About this exercise
Where in the entries below does "tiles" appear? Copy every line that has it.

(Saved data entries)
# # # # #
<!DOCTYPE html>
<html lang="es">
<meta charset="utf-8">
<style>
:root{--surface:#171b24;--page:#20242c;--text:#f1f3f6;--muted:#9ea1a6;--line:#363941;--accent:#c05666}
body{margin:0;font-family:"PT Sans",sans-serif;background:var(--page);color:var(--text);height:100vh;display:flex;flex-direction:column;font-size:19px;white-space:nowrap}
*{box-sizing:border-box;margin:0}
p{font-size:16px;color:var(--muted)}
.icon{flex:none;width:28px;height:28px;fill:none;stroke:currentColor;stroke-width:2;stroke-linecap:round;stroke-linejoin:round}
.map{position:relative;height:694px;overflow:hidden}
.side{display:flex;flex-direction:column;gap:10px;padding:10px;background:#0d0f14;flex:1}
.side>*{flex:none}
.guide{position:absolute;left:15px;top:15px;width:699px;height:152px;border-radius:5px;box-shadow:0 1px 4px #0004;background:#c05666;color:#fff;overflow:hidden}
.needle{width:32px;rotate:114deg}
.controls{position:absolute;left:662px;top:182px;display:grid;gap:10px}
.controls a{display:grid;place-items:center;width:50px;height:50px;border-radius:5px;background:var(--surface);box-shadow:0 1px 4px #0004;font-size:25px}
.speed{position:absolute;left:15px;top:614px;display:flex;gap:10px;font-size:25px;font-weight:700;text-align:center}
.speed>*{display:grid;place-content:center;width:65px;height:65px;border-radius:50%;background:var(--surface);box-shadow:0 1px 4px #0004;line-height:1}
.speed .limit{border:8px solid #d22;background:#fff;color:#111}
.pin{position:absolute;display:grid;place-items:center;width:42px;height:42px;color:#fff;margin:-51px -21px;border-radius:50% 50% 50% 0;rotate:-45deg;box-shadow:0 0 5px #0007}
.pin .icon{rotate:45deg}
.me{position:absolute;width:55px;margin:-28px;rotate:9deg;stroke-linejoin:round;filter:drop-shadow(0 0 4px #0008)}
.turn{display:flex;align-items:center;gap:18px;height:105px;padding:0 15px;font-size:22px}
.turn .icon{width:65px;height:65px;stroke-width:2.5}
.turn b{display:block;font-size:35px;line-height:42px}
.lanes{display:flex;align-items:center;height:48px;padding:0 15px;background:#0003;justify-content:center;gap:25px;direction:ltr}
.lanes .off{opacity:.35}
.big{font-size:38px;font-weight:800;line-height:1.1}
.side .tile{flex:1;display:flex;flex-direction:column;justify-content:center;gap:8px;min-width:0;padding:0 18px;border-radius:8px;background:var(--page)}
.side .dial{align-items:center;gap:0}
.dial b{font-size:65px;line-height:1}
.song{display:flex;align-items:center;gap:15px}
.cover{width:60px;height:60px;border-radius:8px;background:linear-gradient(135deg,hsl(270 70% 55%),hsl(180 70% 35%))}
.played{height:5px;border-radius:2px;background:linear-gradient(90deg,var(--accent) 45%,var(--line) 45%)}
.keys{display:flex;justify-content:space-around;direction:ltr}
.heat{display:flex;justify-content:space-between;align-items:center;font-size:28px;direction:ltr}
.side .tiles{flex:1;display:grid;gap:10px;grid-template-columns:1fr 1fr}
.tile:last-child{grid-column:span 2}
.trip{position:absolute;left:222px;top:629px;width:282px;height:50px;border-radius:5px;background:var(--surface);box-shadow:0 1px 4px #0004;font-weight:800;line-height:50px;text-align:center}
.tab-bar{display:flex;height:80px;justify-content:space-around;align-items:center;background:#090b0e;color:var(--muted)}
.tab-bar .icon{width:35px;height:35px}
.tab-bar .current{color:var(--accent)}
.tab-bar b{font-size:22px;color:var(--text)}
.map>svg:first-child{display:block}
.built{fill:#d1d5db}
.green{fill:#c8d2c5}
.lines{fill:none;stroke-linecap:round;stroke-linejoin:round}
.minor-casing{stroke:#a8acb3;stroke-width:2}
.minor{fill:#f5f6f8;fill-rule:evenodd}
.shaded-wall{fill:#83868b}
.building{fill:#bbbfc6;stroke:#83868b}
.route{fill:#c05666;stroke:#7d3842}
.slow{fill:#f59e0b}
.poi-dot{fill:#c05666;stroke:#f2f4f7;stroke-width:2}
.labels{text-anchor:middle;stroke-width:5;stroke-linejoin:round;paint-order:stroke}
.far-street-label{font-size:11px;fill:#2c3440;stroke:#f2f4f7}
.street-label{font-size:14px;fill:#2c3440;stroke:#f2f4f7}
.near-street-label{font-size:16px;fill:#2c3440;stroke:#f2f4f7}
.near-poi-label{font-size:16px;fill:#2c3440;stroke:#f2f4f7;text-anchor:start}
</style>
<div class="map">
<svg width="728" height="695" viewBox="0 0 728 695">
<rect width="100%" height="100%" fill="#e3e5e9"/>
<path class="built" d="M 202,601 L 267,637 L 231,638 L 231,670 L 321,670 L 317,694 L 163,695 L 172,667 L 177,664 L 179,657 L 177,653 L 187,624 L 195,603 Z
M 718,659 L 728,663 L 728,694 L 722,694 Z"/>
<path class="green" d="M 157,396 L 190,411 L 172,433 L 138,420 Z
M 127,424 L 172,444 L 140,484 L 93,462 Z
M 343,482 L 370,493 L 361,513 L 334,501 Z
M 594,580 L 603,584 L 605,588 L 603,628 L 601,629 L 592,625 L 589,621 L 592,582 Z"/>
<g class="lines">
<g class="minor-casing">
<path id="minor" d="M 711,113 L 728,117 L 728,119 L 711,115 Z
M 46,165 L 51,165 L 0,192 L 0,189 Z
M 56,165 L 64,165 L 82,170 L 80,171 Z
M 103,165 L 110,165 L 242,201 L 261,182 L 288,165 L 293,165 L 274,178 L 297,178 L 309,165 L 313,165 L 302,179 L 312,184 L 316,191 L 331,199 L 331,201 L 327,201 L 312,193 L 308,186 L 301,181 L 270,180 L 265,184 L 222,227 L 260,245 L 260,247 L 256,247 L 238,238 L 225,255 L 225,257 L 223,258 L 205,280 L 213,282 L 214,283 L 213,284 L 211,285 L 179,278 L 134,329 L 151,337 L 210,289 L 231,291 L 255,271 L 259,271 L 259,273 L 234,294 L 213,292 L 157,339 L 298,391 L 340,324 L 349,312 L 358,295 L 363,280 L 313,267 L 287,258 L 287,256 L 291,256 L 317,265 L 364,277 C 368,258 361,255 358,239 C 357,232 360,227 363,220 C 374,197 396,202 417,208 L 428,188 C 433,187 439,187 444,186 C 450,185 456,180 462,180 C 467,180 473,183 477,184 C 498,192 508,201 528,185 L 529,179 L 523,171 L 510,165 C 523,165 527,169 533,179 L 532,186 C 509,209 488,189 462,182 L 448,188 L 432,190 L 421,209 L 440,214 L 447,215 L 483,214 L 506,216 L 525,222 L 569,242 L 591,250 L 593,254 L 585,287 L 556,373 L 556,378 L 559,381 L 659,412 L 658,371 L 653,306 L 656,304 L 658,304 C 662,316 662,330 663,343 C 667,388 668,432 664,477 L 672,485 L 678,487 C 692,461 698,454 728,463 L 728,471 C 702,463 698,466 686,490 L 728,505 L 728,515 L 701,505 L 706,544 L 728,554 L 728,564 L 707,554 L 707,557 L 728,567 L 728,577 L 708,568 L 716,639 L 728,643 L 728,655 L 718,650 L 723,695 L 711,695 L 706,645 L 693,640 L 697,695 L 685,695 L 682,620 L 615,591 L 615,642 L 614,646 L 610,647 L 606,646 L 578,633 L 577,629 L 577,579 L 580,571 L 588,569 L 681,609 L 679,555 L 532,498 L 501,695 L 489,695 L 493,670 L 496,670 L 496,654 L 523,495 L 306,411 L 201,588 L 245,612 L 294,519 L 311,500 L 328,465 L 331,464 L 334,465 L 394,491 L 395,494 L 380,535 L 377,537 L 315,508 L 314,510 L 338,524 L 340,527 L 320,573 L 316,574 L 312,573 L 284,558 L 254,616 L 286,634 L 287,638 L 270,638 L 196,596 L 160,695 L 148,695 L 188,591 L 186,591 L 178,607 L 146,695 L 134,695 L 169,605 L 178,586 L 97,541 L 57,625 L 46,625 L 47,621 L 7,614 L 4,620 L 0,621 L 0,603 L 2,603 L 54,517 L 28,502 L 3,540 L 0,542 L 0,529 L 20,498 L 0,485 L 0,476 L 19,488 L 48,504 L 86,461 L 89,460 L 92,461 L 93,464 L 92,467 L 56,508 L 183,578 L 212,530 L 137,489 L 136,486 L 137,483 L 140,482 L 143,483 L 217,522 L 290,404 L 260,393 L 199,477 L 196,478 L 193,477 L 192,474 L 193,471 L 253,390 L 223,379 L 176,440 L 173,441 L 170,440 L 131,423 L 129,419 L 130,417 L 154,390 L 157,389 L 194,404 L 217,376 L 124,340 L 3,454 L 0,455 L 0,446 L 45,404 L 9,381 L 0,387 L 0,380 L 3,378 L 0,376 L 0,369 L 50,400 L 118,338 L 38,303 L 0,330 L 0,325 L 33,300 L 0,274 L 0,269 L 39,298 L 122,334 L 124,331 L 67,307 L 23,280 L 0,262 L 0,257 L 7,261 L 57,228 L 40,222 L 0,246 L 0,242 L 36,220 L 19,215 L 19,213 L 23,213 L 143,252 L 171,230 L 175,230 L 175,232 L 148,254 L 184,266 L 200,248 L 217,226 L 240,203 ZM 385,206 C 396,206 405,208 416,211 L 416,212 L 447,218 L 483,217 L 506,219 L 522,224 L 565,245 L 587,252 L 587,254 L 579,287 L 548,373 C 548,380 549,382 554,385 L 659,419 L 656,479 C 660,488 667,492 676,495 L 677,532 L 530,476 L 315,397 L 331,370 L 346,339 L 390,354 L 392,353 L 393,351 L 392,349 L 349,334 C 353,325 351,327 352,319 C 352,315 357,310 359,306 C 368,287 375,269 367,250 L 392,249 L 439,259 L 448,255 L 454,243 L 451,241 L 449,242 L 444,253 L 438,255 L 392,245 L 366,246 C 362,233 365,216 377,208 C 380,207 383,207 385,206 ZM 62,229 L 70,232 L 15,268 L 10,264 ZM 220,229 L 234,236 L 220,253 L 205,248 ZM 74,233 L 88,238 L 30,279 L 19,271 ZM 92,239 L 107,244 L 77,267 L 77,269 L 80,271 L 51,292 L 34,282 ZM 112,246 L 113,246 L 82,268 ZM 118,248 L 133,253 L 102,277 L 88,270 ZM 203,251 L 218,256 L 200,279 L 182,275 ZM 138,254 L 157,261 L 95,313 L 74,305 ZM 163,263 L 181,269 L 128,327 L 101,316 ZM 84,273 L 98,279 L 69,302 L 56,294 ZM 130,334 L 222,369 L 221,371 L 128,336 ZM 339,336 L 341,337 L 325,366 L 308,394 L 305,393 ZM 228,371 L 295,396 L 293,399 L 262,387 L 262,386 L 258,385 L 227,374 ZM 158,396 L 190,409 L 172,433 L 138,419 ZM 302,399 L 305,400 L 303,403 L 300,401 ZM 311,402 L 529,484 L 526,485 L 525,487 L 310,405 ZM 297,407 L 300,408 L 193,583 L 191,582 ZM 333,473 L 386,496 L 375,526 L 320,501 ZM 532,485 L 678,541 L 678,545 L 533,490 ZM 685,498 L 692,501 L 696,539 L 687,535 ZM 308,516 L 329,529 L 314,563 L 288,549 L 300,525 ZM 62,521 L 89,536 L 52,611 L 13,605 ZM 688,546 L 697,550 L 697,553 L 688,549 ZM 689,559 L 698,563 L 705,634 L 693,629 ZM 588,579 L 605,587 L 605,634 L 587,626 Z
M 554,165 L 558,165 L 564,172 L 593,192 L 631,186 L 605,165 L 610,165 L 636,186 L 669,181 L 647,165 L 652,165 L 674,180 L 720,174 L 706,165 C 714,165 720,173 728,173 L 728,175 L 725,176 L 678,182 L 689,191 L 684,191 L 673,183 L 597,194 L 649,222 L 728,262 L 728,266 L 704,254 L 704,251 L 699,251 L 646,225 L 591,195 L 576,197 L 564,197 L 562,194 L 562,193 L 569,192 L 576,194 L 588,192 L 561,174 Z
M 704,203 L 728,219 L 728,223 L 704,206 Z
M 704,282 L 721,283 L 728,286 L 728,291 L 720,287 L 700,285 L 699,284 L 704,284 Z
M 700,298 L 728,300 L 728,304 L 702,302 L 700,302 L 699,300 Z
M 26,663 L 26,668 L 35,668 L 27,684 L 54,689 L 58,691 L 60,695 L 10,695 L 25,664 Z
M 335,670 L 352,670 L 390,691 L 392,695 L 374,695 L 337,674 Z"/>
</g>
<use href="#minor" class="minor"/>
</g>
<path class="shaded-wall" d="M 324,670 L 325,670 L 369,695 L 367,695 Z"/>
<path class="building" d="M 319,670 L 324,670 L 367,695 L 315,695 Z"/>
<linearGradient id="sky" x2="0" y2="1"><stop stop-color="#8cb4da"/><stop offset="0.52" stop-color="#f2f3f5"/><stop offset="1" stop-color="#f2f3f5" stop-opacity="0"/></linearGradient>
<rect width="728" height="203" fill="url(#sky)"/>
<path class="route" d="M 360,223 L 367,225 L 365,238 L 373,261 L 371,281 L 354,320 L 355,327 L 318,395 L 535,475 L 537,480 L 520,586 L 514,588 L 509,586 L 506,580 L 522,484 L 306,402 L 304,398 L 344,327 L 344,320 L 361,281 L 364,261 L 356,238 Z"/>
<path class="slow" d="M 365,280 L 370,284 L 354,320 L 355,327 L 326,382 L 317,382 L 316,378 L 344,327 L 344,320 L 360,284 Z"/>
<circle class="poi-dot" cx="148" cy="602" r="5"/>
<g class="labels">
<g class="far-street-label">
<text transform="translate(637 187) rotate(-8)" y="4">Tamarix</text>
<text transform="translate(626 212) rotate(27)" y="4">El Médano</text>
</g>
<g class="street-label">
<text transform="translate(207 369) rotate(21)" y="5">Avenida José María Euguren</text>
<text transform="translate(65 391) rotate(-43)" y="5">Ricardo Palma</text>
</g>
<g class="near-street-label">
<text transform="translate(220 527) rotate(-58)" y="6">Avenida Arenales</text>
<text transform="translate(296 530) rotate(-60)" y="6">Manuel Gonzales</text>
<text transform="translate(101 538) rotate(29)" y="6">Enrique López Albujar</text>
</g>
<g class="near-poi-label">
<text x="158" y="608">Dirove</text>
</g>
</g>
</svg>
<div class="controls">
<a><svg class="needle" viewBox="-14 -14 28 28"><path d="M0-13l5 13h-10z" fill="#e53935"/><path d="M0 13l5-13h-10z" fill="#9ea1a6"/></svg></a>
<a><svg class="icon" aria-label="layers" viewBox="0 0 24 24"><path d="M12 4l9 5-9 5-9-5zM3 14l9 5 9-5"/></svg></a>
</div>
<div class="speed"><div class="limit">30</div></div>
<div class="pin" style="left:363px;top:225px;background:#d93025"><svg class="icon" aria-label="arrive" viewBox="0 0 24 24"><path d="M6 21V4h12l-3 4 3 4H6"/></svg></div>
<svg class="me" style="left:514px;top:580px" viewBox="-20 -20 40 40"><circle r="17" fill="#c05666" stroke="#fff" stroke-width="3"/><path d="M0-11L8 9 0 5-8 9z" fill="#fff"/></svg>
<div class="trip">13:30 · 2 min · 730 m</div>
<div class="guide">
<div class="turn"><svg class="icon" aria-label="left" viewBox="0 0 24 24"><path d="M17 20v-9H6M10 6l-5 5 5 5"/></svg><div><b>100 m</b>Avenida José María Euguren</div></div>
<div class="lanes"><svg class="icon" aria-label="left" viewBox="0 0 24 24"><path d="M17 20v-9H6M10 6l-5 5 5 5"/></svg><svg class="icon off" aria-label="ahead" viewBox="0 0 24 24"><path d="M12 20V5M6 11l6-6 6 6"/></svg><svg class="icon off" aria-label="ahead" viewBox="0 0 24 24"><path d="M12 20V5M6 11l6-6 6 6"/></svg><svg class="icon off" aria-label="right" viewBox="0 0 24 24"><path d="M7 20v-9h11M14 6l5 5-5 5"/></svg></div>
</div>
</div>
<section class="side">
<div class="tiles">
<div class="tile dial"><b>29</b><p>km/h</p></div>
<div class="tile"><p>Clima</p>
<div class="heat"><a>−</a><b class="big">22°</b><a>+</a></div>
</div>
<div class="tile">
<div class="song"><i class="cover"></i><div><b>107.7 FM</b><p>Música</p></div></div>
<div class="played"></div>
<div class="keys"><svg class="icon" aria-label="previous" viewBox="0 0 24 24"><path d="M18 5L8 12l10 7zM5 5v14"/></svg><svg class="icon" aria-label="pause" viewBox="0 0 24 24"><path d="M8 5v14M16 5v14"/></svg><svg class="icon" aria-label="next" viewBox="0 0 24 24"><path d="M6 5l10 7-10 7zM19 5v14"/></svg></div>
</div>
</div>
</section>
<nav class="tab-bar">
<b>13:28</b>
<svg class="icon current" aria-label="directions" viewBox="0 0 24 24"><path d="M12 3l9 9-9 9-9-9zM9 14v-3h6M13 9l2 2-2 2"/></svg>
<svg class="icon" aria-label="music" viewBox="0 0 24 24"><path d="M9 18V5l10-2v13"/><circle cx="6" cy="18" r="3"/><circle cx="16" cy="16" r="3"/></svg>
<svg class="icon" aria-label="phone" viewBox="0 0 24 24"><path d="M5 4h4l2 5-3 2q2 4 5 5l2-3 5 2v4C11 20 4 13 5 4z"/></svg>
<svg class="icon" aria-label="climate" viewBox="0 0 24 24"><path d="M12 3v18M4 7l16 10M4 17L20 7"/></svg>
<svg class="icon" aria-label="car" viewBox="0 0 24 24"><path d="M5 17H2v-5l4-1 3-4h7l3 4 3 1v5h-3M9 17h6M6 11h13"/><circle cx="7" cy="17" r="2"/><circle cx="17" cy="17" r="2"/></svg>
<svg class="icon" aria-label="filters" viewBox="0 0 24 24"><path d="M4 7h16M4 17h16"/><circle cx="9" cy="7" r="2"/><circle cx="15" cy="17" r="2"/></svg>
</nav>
# # # # #
Finished exercise
.side .tiles{flex:1;display:grid;gap:10px;grid-template-columns:1fr 1fr}
<div class="tiles">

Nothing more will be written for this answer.